- **TASK**
Which lines in the records below contain the word "overview"? Copy each of them.
---------- PROVIDED DATA ----------
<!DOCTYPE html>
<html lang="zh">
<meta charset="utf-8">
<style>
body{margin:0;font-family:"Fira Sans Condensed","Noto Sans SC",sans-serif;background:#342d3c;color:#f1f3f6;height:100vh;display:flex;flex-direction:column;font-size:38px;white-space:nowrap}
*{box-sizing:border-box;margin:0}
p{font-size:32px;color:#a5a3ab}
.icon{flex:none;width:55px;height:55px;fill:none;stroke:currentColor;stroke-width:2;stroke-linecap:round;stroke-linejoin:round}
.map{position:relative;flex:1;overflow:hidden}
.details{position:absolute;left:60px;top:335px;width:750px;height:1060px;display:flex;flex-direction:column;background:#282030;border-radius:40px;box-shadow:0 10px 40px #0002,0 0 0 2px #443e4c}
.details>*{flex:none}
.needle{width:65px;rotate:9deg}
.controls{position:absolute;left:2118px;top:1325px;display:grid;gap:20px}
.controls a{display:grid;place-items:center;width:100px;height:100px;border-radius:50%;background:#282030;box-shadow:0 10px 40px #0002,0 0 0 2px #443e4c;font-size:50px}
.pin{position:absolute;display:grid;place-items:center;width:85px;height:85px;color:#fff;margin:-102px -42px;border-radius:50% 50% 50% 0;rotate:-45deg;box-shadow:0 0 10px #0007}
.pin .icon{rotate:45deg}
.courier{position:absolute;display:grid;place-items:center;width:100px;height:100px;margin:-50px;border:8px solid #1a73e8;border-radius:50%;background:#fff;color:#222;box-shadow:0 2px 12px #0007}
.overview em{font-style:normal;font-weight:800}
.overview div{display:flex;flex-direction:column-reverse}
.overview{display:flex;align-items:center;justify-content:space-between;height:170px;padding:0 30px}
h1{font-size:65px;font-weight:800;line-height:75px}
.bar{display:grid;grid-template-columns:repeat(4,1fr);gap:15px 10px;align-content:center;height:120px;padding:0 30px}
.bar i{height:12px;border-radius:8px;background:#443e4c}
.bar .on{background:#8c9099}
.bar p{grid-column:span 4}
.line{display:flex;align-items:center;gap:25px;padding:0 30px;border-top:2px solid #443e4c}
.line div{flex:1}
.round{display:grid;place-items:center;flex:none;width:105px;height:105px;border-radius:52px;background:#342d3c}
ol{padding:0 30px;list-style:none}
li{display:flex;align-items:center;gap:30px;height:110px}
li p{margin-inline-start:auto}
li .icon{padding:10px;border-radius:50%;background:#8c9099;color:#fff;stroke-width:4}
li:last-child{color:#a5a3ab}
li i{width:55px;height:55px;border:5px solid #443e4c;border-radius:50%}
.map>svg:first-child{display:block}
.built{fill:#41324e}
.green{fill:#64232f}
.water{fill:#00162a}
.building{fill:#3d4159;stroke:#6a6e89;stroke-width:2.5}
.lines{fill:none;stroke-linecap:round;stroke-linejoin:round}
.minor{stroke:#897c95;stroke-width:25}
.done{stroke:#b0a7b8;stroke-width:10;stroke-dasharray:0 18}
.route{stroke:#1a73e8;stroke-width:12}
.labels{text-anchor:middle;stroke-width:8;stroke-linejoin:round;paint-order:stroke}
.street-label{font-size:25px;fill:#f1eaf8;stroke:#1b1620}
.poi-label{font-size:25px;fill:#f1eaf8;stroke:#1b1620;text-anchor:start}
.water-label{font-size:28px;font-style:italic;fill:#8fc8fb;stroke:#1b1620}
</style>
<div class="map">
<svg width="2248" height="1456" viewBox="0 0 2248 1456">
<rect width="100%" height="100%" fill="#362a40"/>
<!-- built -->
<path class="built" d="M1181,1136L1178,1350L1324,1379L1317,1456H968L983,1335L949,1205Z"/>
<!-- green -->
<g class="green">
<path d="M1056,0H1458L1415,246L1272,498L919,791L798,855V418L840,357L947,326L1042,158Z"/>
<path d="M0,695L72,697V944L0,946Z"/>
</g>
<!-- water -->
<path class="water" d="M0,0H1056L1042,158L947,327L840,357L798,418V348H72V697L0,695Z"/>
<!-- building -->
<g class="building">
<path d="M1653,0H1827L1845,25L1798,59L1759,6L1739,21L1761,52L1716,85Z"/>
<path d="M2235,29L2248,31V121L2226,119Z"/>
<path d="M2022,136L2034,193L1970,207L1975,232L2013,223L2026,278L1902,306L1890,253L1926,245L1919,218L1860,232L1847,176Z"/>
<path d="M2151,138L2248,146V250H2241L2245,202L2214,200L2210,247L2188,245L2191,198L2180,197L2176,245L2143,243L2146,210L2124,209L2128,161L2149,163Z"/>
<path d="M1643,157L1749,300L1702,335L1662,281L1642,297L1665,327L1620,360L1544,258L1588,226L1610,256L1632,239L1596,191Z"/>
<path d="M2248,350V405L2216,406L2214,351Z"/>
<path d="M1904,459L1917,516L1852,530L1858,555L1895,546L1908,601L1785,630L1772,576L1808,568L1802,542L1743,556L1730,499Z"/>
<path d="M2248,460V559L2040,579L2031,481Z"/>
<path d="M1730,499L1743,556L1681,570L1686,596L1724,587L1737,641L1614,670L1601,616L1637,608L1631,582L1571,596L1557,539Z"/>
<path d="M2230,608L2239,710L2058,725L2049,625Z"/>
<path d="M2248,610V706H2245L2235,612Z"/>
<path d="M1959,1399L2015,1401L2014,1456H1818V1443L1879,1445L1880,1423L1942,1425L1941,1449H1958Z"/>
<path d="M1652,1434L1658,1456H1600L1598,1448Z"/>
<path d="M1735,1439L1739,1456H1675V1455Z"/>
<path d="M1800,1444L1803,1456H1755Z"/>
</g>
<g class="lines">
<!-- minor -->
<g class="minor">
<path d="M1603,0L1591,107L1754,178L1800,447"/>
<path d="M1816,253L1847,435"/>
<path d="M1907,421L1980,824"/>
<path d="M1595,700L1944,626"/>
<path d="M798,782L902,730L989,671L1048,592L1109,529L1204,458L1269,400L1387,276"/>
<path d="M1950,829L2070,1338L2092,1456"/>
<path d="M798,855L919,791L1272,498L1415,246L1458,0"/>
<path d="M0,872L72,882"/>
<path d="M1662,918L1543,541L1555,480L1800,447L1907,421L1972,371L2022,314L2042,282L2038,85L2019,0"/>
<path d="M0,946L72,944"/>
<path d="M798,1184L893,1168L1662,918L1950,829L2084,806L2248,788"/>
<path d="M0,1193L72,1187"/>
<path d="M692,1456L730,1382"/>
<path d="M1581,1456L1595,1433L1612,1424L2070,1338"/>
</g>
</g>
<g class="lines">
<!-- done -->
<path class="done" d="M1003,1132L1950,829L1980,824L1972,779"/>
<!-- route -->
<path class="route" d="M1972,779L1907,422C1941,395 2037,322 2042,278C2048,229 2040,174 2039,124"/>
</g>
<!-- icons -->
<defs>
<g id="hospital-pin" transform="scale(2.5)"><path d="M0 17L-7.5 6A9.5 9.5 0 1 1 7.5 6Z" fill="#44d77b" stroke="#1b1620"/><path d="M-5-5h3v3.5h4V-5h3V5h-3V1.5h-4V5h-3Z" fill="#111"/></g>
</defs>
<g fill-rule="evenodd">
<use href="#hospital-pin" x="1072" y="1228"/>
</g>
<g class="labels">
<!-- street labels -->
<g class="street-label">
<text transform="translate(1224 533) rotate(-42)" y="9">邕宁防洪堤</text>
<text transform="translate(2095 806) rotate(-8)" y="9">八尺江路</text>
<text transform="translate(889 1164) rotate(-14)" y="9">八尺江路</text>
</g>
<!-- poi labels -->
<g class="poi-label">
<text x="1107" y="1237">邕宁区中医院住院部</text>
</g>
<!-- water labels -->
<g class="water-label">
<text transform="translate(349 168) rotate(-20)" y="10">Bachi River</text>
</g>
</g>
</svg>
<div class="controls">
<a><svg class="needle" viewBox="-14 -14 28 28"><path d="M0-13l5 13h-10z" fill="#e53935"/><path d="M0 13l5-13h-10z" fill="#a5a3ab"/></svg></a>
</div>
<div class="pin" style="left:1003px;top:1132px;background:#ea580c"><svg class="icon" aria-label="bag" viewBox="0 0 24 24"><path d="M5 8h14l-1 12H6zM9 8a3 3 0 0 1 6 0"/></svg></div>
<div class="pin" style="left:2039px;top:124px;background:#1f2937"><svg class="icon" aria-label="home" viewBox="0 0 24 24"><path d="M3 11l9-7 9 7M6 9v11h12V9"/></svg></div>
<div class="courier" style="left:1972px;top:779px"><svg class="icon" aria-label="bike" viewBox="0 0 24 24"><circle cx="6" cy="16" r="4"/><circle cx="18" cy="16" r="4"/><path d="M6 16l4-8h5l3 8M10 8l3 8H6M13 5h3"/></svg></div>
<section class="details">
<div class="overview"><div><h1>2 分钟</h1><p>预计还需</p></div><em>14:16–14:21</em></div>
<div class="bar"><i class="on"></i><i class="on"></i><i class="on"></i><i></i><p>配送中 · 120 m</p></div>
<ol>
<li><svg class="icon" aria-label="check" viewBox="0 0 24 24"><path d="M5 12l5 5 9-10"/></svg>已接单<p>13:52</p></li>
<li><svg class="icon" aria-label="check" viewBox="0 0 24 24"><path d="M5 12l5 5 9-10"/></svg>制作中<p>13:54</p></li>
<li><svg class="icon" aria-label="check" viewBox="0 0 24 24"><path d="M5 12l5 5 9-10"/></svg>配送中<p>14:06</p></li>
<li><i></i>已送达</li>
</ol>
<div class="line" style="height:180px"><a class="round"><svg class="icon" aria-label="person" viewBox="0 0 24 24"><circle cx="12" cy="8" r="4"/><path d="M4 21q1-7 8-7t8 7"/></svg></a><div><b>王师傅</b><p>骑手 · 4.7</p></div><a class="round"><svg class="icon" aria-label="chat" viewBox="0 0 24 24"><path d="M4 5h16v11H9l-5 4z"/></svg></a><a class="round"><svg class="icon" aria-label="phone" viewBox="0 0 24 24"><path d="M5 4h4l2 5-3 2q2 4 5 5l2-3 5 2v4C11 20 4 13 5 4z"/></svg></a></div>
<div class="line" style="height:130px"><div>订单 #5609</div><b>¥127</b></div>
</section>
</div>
----------
- **ANSWER FOR THIS EXERCISE**
.overview em{font-style:normal;font-weight:800}
.overview div{display:flex;flex-direction:column-reverse}
.overview{display:flex;align-items:center;justify-content:space-between;height:170px;padding:0 30px}
<div class="overview"><div><h1>2 分钟</h1><p>预计还需</p></div><em>14:16–14:21</em></div>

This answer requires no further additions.